(Excerpted data Opens)
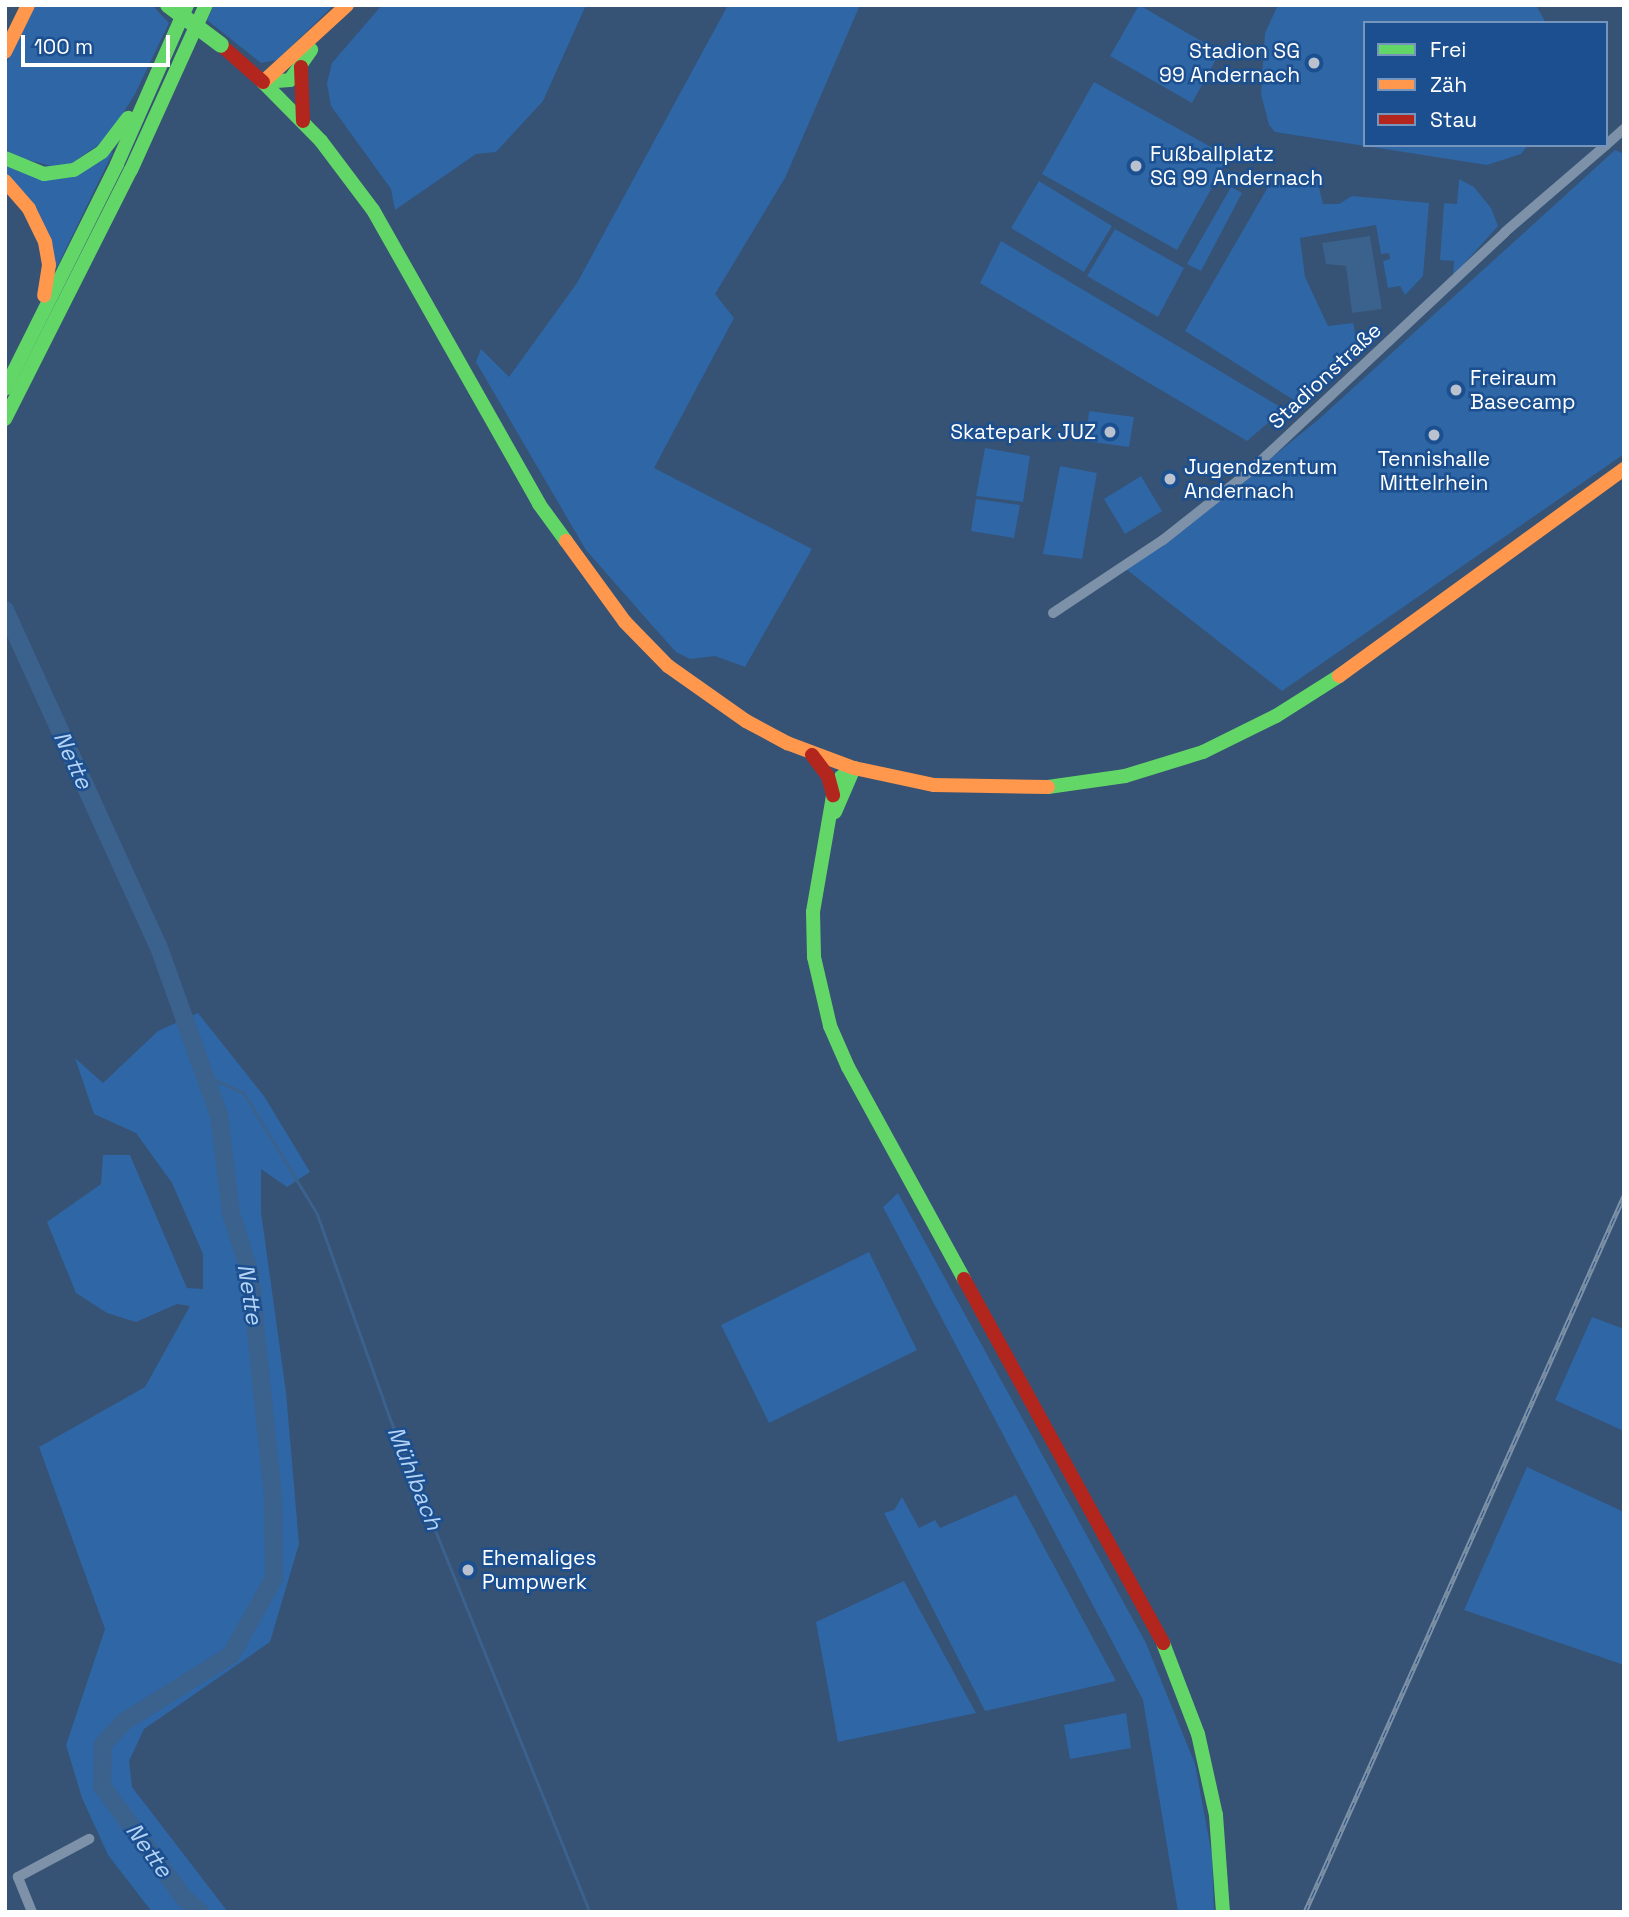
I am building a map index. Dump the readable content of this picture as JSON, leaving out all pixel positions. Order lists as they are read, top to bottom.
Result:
{
  "streets": {
    "street": ["Stadionstraße"]
  },
  "water": ["Nette", "Mühlbach"],
  "places": [
    "Stadion SG 99 Andernach",
    "Fußballplatz SG 99 Andernach",
    "Freiraum Basecamp",
    "Skatepark JUZ",
    "Tennishalle Mittelrhein",
    "Jugendzentum Andernach",
    "Ehemaliges Pumpwerk"
  ],
  "legend": ["Frei", "Zäh", "Stau"],
  "scale_bar": "100 m"
}
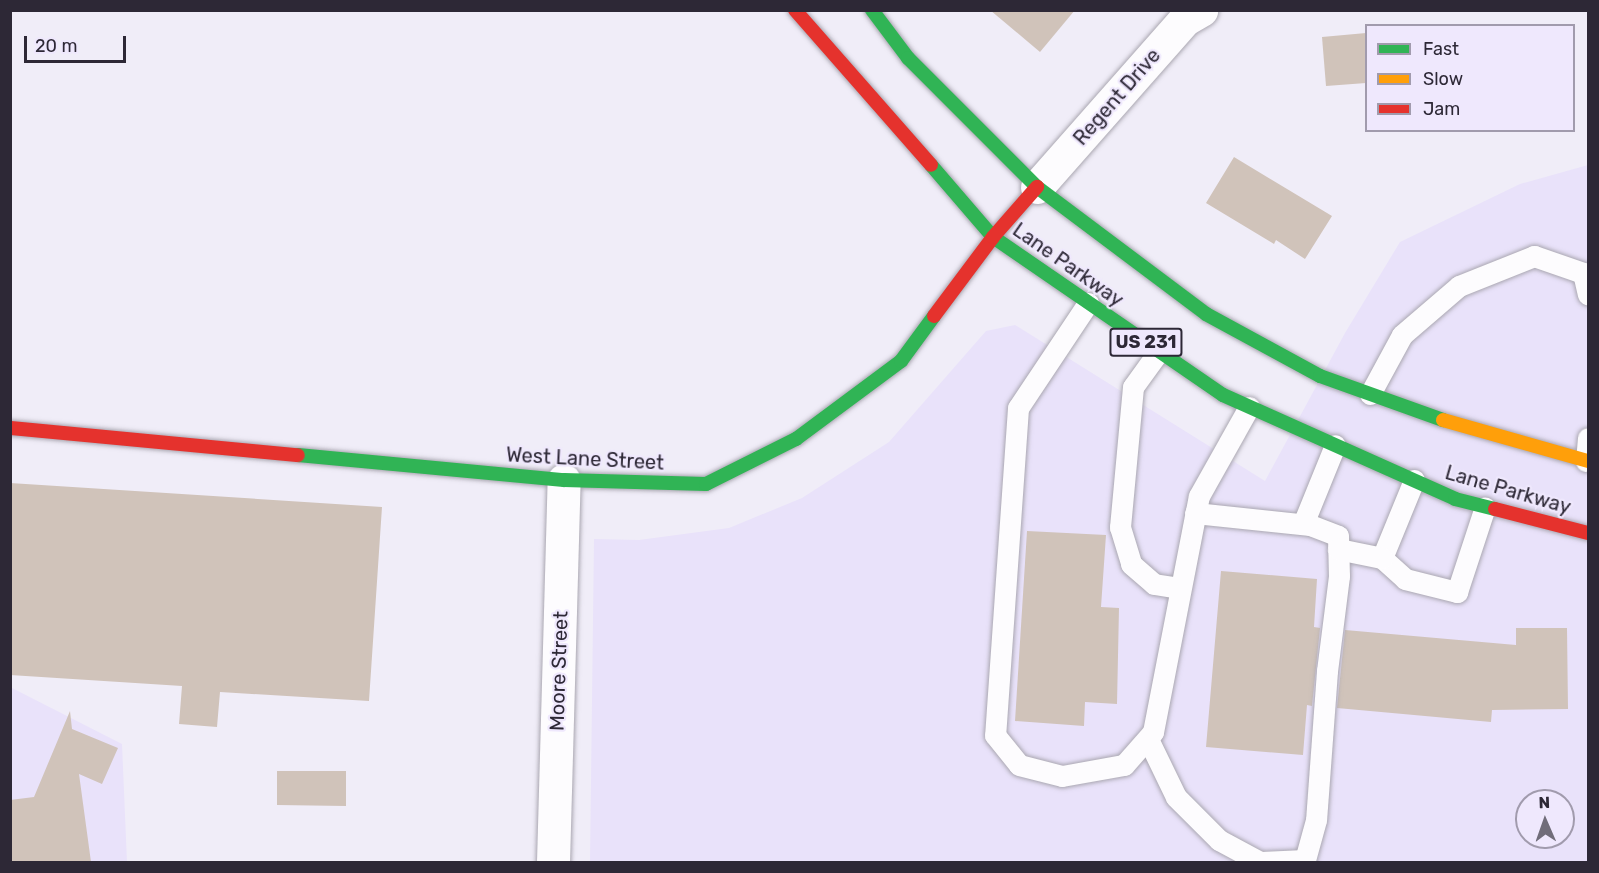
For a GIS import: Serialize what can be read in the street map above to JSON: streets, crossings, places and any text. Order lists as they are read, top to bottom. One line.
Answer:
(Excerpted data Closes)
## Description of the task:
Output the listing exactly, pictures excluded.

## Solution:
I am building a map index. Dump the readable content of this picture as JSON, leaving out all pixel positions. Order lists as they are read, top to bottom.
Result:
{
  "streets": {
    "street": ["Stadionstraße"]
  },
  "water": ["Nette", "Mühlbach"],
  "places": [
    "Stadion SG 99 Andernach",
    "Fußballplatz SG 99 Andernach",
    "Freiraum Basecamp",
    "Skatepark JUZ",
    "Tennishalle Mittelrhein",
    "Jugendzentum Andernach",
    "Ehemaliges Pumpwerk"
  ],
  "legend": ["Frei", "Zäh", "Stau"],
  "scale_bar": "100 m"
}
For a GIS import: Serialize what can be read in the street map above to JSON: streets, crossings, places and any text. Order lists as they are read, top to bottom. One line.
Answer:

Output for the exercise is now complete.